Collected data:
= = = =
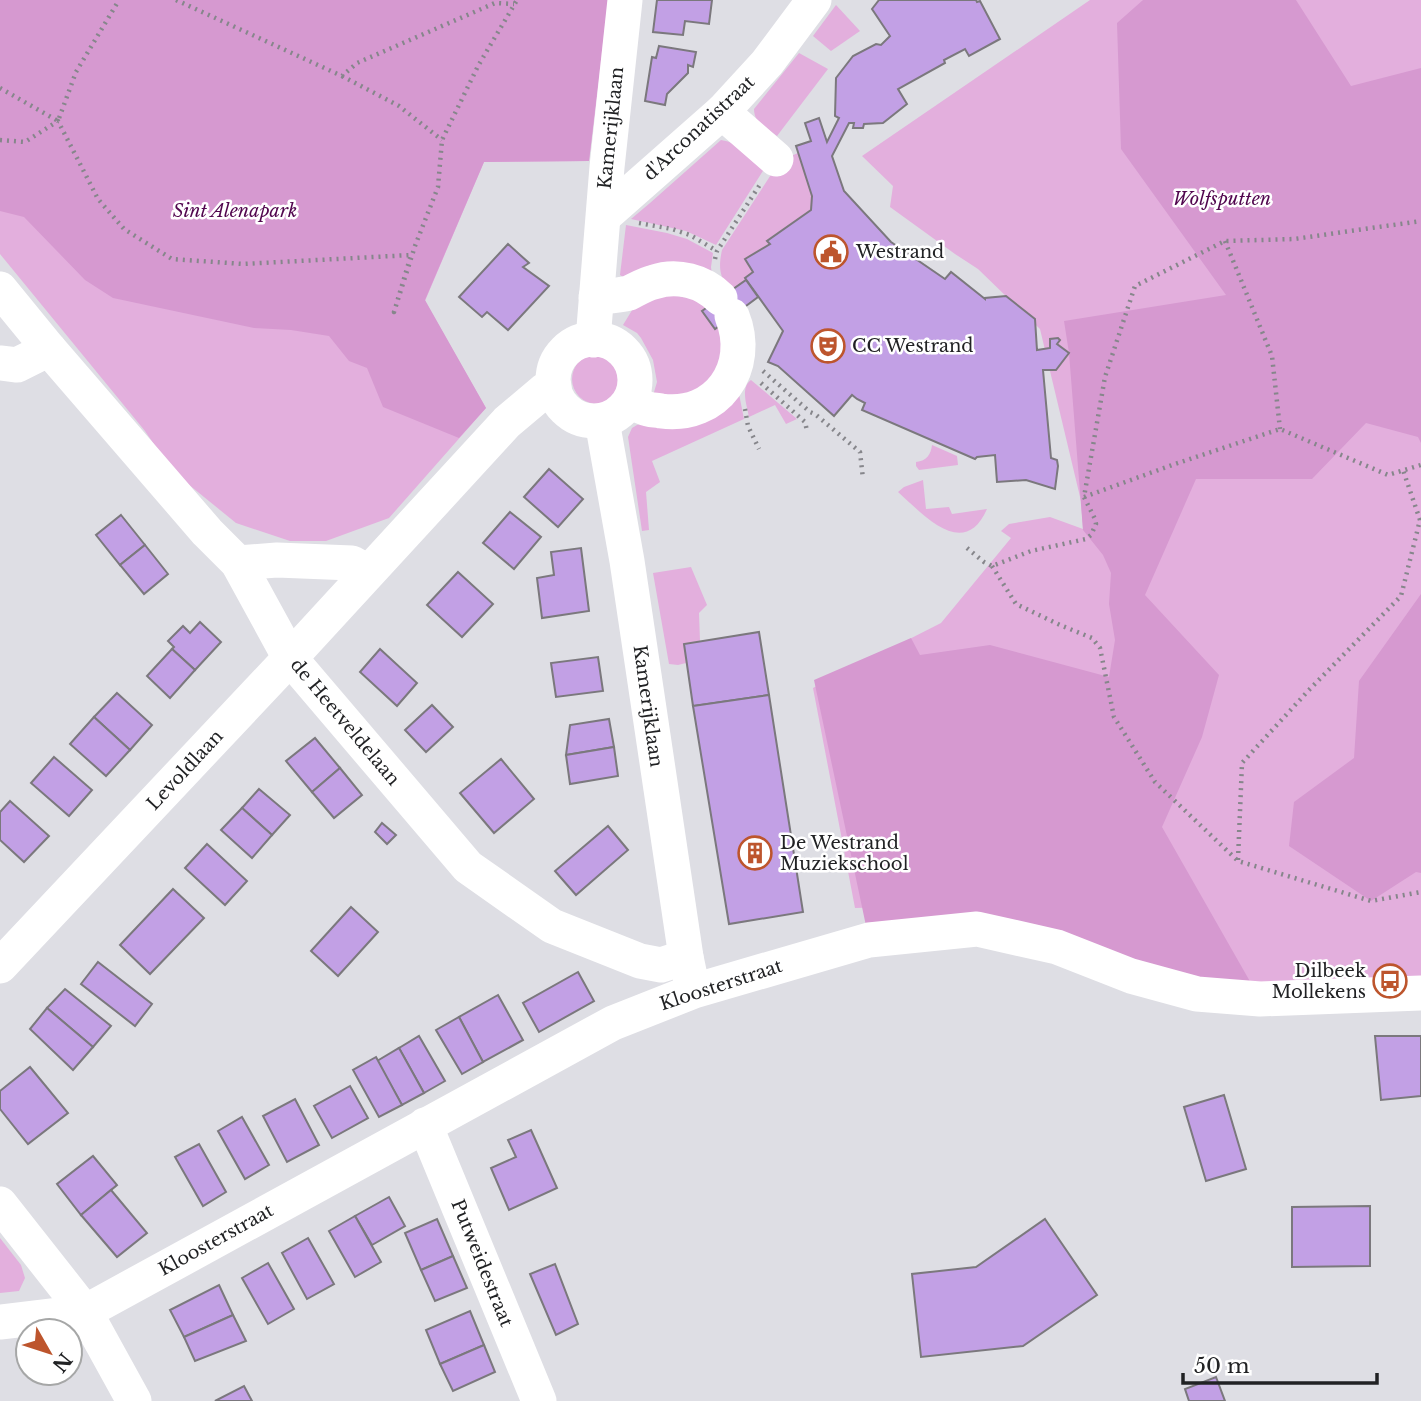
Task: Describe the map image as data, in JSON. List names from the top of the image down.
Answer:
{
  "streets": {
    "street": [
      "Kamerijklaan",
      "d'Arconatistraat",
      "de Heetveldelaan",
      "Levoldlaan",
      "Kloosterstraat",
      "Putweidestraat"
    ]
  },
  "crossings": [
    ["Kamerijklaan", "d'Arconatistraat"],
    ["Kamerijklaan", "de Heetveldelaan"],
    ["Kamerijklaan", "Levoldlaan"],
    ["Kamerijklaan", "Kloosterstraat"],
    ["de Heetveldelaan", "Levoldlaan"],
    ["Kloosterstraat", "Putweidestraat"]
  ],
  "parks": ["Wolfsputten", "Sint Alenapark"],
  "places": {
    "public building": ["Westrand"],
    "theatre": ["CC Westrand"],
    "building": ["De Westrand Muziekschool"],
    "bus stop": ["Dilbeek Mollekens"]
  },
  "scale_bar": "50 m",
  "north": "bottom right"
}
= = = =
• [Task goal]: Restate the data above word for word. Do not include the images.

• [Solution to this problem]:
Task: Describe the map image as data, in JSON. List names from the top of the image down.
Answer:
{
  "streets": {
    "street": [
      "Kamerijklaan",
      "d'Arconatistraat",
      "de Heetveldelaan",
      "Levoldlaan",
      "Kloosterstraat",
      "Putweidestraat"
    ]
  },
  "crossings": [
    ["Kamerijklaan", "d'Arconatistraat"],
    ["Kamerijklaan", "de Heetveldelaan"],
    ["Kamerijklaan", "Levoldlaan"],
    ["Kamerijklaan", "Kloosterstraat"],
    ["de Heetveldelaan", "Levoldlaan"],
    ["Kloosterstraat", "Putweidestraat"]
  ],
  "parks": ["Wolfsputten", "Sint Alenapark"],
  "places": {
    "public building": ["Westrand"],
    "theatre": ["CC Westrand"],
    "building": ["De Westrand Muziekschool"],
    "bus stop": ["Dilbeek Mollekens"]
  },
  "scale_bar": "50 m",
  "north": "bottom right"
}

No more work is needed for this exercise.